Elmar, du hast dich immer wieder neu in deinem Diensten als Priester auf das Leben mit den konkreten Menschen mit ihren Bedürfnissen und Sehn-süchten eingelassen und dich von ihren Nöten berühren lassen. Dabei hast du für mich den Blick immer wieder aufs Weite und Ganze, und aufs das Zentrale u. Wesentliche gelenkt. Also Überblick, Über-sicht weit über die engen Grenzen hinaus wie am Berggipfel oder beim Segelfliegen und dann wieder sehr konkret aufs Spezifische, jetzt Not-wendige wie in den Höhlen. Das Gespräch und der Austausch waren dir sehr wichtig – gerade auch die montägliche Bibelrunde in Graz – wo du dir Anregungen für die Sonntags-predigt geholt hast. Aus dem heraus bist du auch als Seelsorger tätig geworden – in den vielen Hausbesuchen zum Auf-bauen der jungen Pfarre Salvator in Graz. Du hast eine Vision für ein zeitgemäßes Pfarrzentrum nach dem II. Vat. Konzil entwickelt – Die Kirche als das Zelt Gottes unter den Menschen – mit dem Blick auf den Salvator und den Kreis der Apostel – ganz salvatorianisch – und drum herum die Begegnungsräume für jung und alt. Bei der Eröffnung des Steirischen Katholikentages 1981 wurde dieses gelungene Bauwerk zur Freude vieler Menschen von Herz-Bischof Johann Weber eingeweiht.
Nach 17 vollen Jahren bist du mit 50 Lebensjahren schweren Herzens von Graz nach Wien Kaisermühlen aufgebrochen, denn die Menschen wollten dich nicht ziehen lassen. Dort hast du deinen Blick als Pfarrer bald besonders auf die Kranken und alten Menschen gerichtet und das Projekt Nachbarschafts-hilfe begonnen sowie die Vision eines Pflegehospizes entwickelt und durchgekämpft, ja du bist zum Einzelkämpfer in unserer Ordensgemeinschaft geworden.
Wo viel Licht ist, ist auch viel Schatten. Elmar, die gehören auch zu deinem Leben. Auch deine Freude und dein Erfolg waren nicht ungetrübt.
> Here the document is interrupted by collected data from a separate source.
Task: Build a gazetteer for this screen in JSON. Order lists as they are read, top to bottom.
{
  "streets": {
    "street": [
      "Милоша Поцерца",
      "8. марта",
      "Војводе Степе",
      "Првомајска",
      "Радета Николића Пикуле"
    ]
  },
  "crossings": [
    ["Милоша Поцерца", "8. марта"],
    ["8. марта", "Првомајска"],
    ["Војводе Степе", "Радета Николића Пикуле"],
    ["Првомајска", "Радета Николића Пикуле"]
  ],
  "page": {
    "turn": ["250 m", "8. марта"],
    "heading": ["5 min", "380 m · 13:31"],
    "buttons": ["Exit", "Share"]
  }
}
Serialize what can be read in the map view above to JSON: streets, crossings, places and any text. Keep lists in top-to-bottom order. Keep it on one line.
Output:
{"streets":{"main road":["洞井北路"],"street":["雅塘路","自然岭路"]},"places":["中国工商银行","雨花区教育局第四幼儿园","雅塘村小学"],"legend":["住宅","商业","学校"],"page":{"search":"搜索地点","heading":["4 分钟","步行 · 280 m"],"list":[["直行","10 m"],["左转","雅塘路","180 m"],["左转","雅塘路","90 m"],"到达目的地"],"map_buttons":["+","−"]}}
Du warst immer angetrieben vom Aufbruch- und Pioniergeist des II. Vatikanischen Konzils, warst ein gewisser Querdenker und Freigeist, dabei auch ein zäher Dranbleiber und Durchbeisser.
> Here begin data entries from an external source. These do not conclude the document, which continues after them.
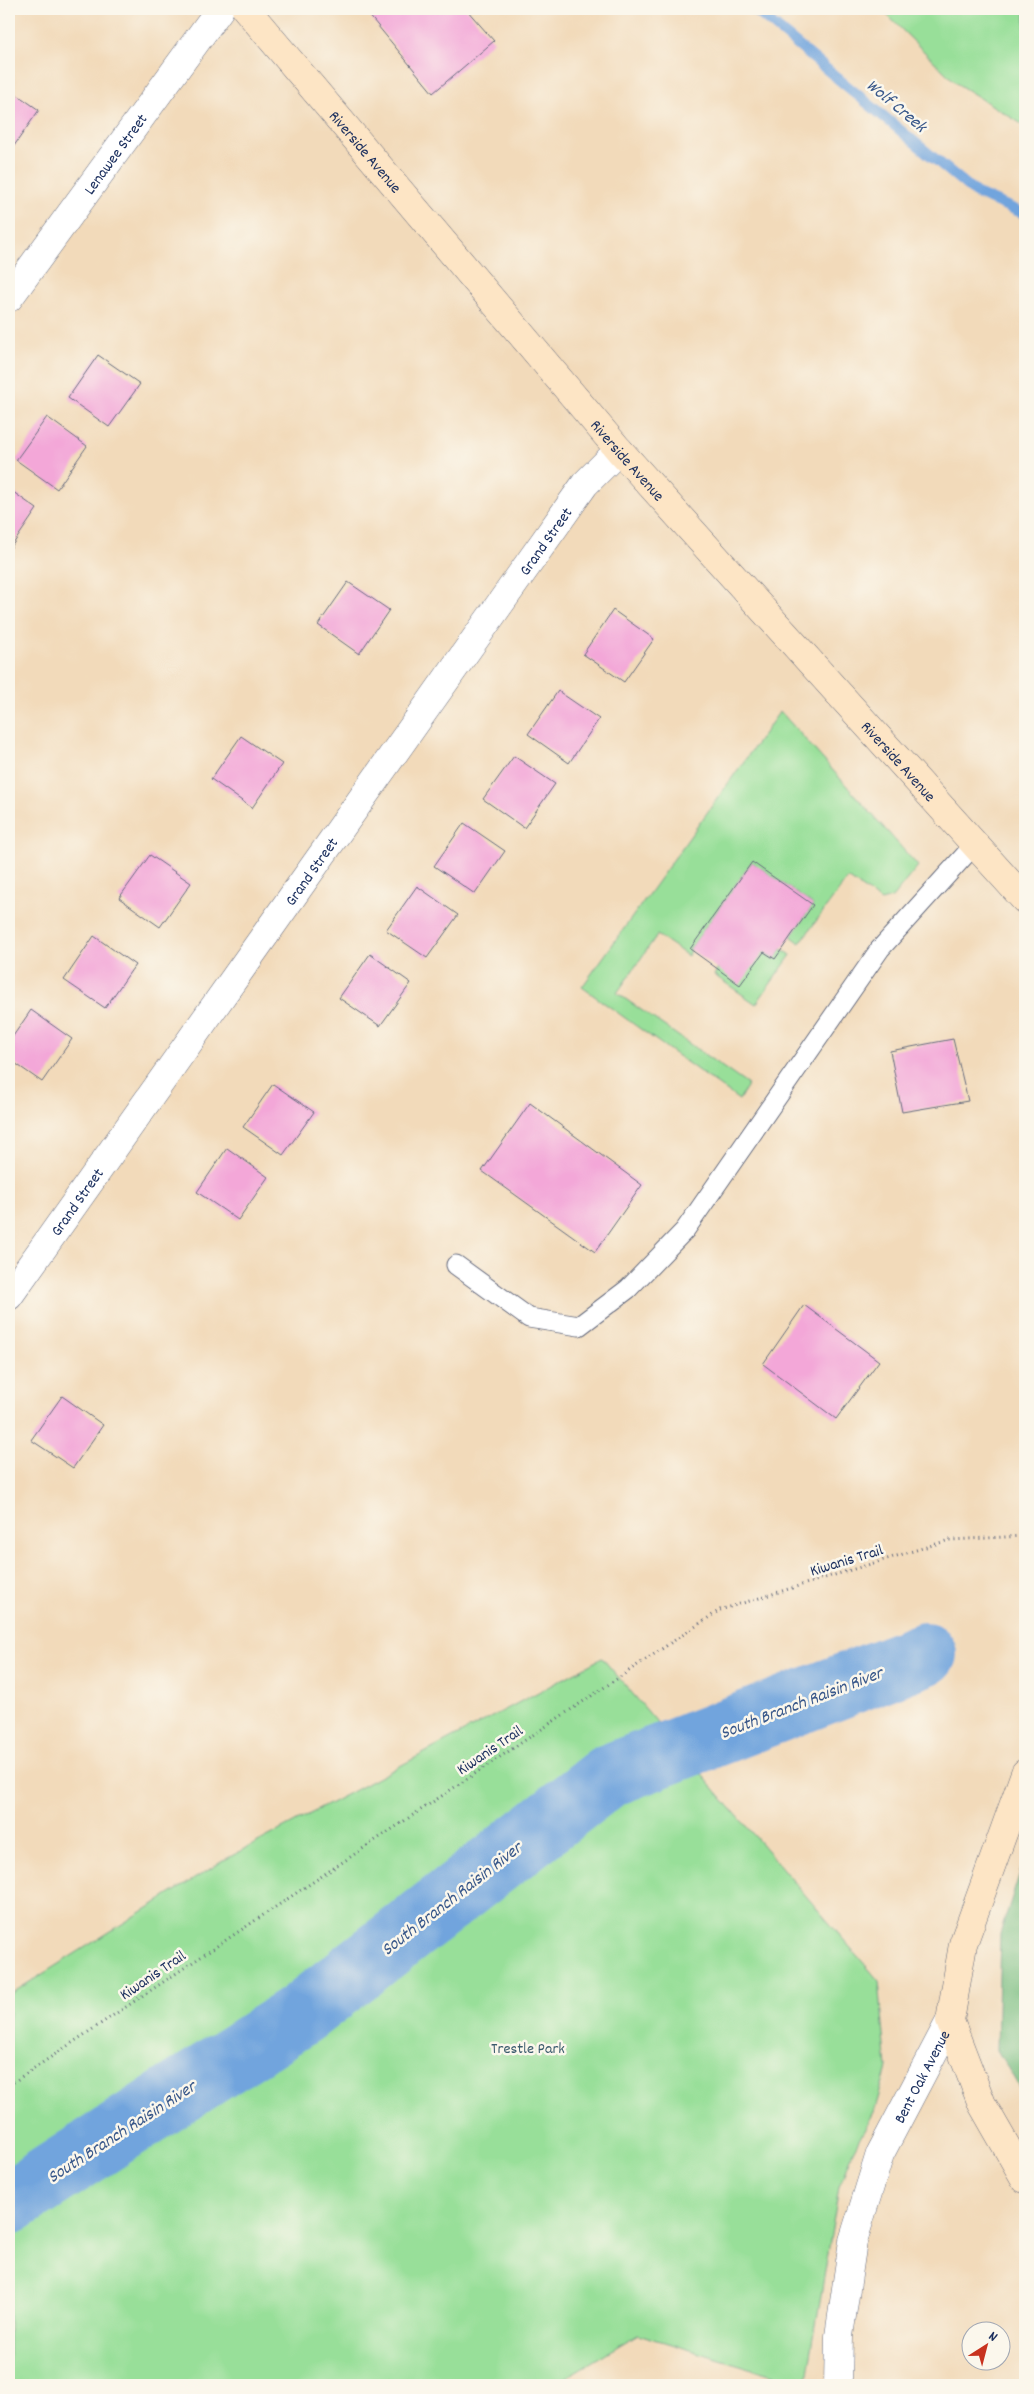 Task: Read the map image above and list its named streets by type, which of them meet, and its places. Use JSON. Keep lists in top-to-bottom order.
{
  "streets": {
    "street": [
      "Riverside Avenue",
      "Lenawee Street",
      "Grand Street",
      "Bent Oak Avenue"
    ],
    "path": ["Kiwanis Trail"]
  },
  "crossings": [
    ["Riverside Avenue", "Grand Street"]
  ],
  "water": ["Wolf Creek", "South Branch Raisin River"],
  "parks": ["Trestle Park"],
  "north": "top right"
} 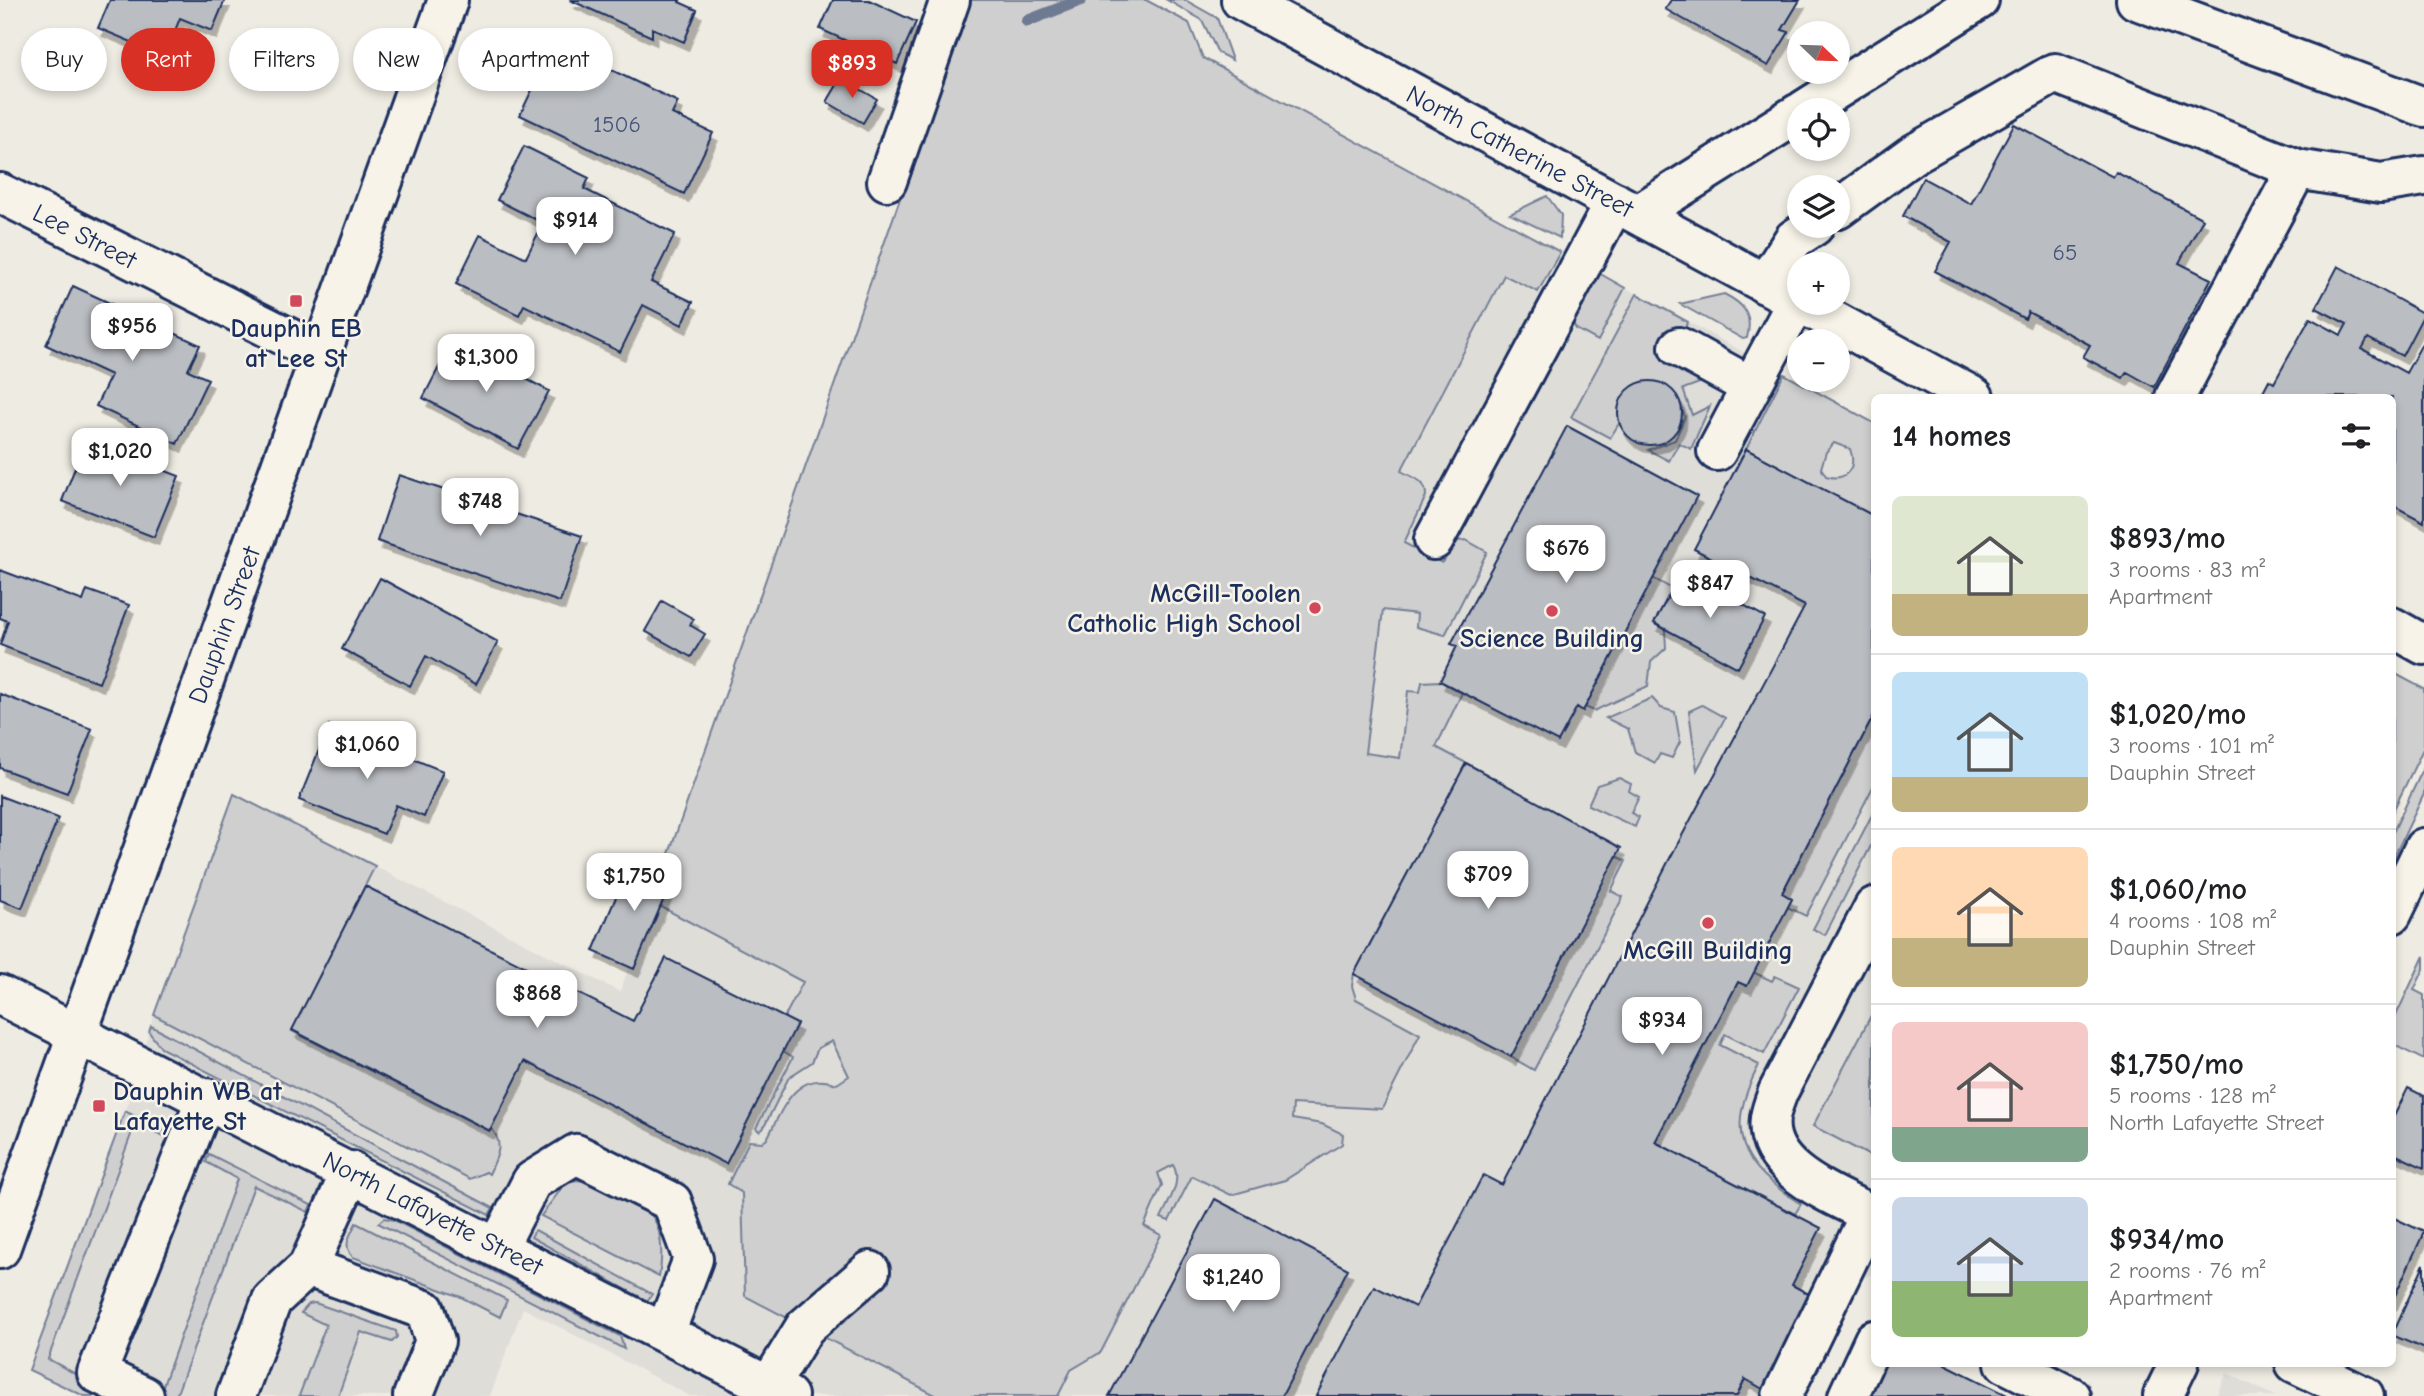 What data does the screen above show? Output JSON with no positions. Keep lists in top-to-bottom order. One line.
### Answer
{"streets":{"street":["North Catherine Street","Lee Street","Dauphin Street","North Lafayette Street"]},"crossings":[["Lee Street","Dauphin Street"],["Dauphin Street","North Lafayette Street"]],"places":{"transit":["Dauphin EB at Lee St","Dauphin WB at Lafayette St"],"other":["McGill-Toolen Catholic High School","Science Building","McGill Building"]},"house_numbers":["1506","65"],"north":"bottom right","page":{"map_buttons":["+","−"],"chip":["Buy","Rent","Filters","New","Apartment"],"price":["$893","$914","$956","$1,300","$1,020","$748","$676","$847","$1,060","$709","$1,750","$868","$934","$1,240"],"heading":"14 homes","list":[{"name":"$893/mo","note":"3 rooms · 83 m² · Apartment"},{"name":"$1,020/mo","note":"3 rooms · 101 m² · Dauphin Street"},{"name":"$1,060/mo","note":"4 rooms · 108 m² · Dauphin Street"},{"name":"$1,750/mo","note":"5 rooms · 128 m² · North Lafayette Street"},{"name":"$934/mo","note":"2 rooms · 76 m² · Apartment"}]}}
„Ich habe kirchlichen Ungehorsam geprobt und bin nicht nach Mistelbach gegangen“ schreibst du selber rückblickend zu deinem 80. Geburtstag. Mit dem Spruch, einen Alten Baum verpflanzt man nicht, hast du dich trotz vieler Gesprächs- und Mediationsversuche zum Leidwesen der Ordensgemeinschaft und auch eines Teiles der Pfarre Kaisermühlen dabei so verbissen, dass es zu sehr verletzenden und aufreibenden Konflikten mit der Ordens-Leitung gekommen ist. Letztlich war die räumlichen Trennung 2008 eine Lösung.
Deine Freunde haben dir zu einer Wohnung verholfen und du hast dich bis zum Schluss im neu adaptierten Kaisermühlner Hafen mit ganzem Herzen als Obmann und Ehrenobmann engagiert. Im Quartier Kaisermühlen im Goethehof – einer Alters-WG, die du als letztes Projekt geplant hast, haben deine FreundInnen, allen voran Friedl und Monika, dich dann die letzten Jahre hingebungsvoll bis zum Schluss gehegt und gepflegt und somit wirklich ein schönen und erfüllenden Lebensabend bereitet.
Mein Wunsch für dich und alle Betroffenen: Möge der zweite Teil deines Primizspruches aus dem Propheten Jesaja sich auch hier erfüllen, wenn es dort weiter heißt „Er hat mich gesandt, damit ich heile, deren Herz zerbrochen ist!“
P. Elmar, Du hast dein adsum, deine Bereitschaft ausgesprochen. Mögest du jetzt beim Herrn und auch wir Hinterbliebene ohne Erdenschwere weiterleben! Nimm teil an der Freude deines Herrn!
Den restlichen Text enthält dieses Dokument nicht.